The recently-released House ESEA draft reauthorization bill makes substantial changes to the federal role in public education. Among other changes, the proposal significantly loosens requirements on how states and local school districts can spend education dollars. While more state and local control is a popular mantra, we would like to offer a few words of caution on a few provisions in the House bill. Mainly, these changes to existing law would essentially allow states and school districts to use federal funds previously intended to benefit specific, high-need populations however they see fit without requiring consistent state and local support.

  1. First, the bill would move several existing programs to Title I, Part A of the law. These programs, which provide specific funding streams to local school districts for services for migrant students, neglected and delinquent students, English language learners, rural students, and Indian education, would be moved to the same section that funds grants for low-income students. Currently, these programs are authorized and funded under various titles and subparts of NCLB separate from Title I, Part A. This change would enable Congress to provide a single appropriation for all Title I, Part A programs, blurring the lines between funding for the programs. Under the bill these five programs would total 9.0 percent of the annual Title I Part A allocation, which would be set at $16.7 billion for 2013.

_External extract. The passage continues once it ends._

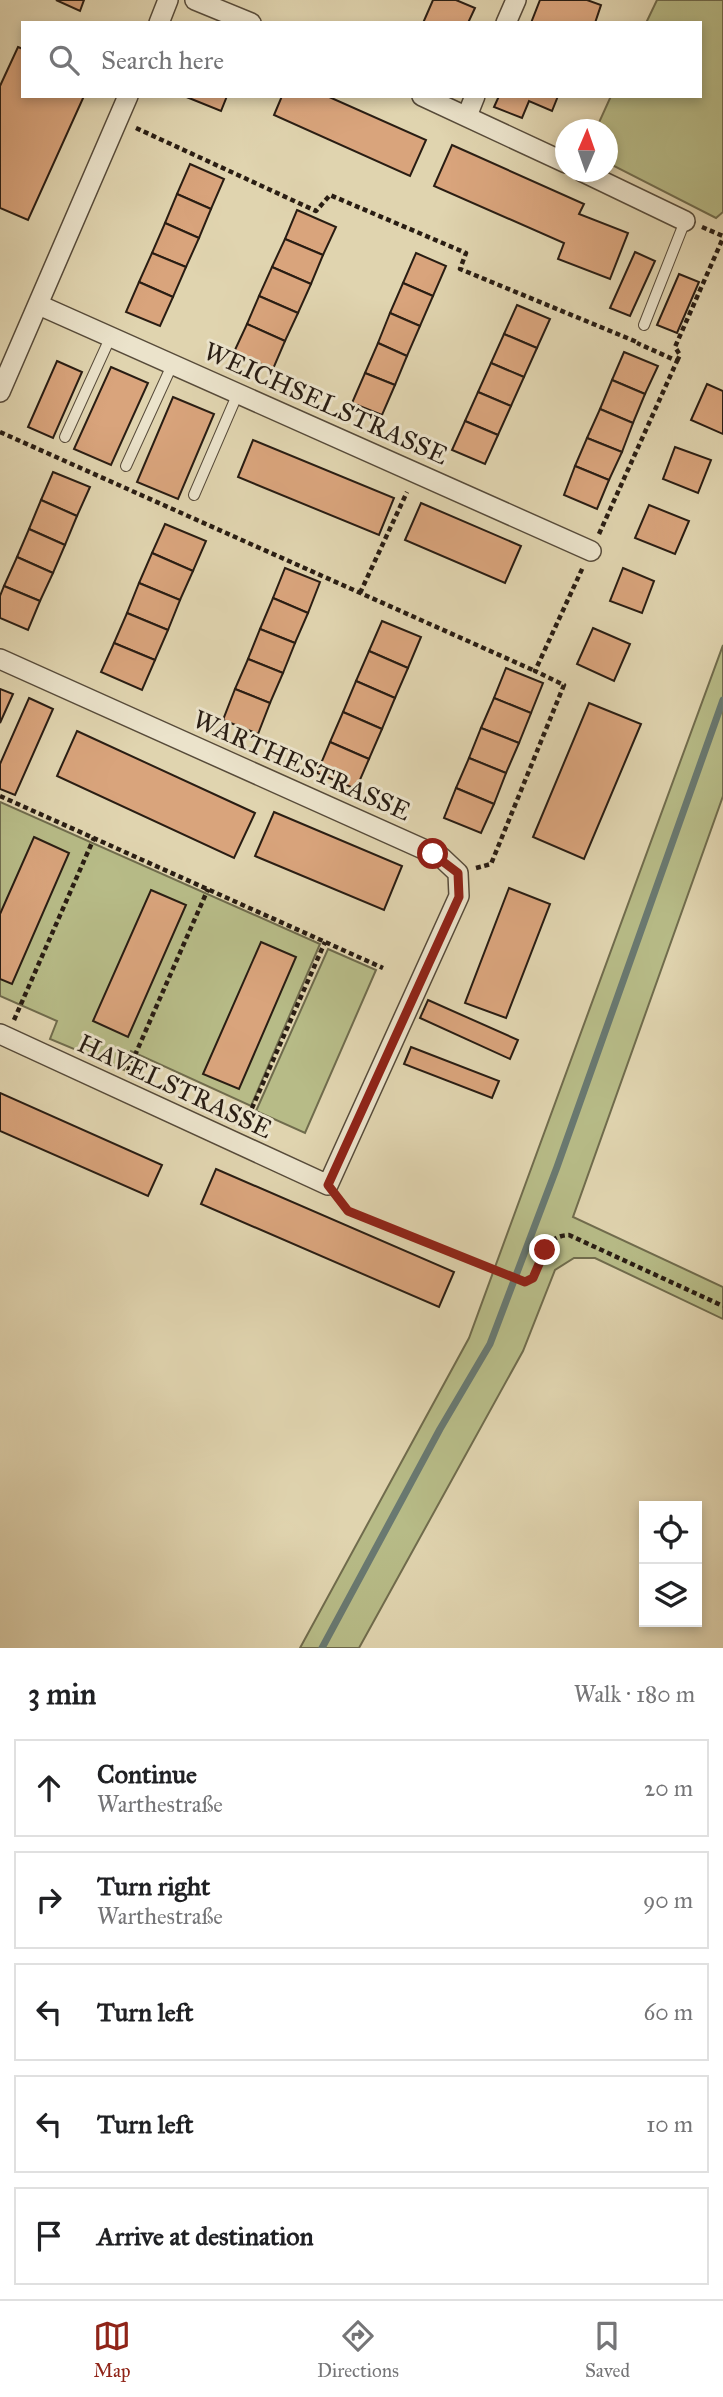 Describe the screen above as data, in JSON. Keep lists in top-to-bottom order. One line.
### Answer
{"streets":{"street":["WEICHSELSTRASSE","WARTHESTRASSE","HAVELSTRASSE"]},"north":"top","page":{"search":"Search here","heading":["3 min","Walk · 180 m"],"list":[["Continue","Warthestraße","20 m"],["Turn right","Warthestraße","90 m"],["Turn left","60 m"],["Turn left","10 m"],"Arrive at destination"],"nav":["Map","Directions","Saved"]}}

    At the same time, the bill includes a “flexibility” provision that would allow states and school districts to merge funds from these five programs, as well as set-asides for state administration and school improvement, and use them for any purposes covered by those programs or Title I, Part A Education for the disadvantaged. Under current law, states and districts are only allowed to transfer up to 50 percent of funds allocated under the Education Technology program (which is not funded in current law), the Safe and Drug-Free Schools program, and the school choice program into their Title I, Part A accounts. The five programs listed in the proposed flexibility provision are not included in any current flexibility provisions. Under the House proposal, states would have to notify the U.S. Department of Education and school districts would have to notify their state agencies if they intend to use any of the funding streams for alternative purposes. However, the proposal does not explicitly require states or districts to report how they repurposed the funds, what they were used for, or what programs or services were eliminated due to the flexibility.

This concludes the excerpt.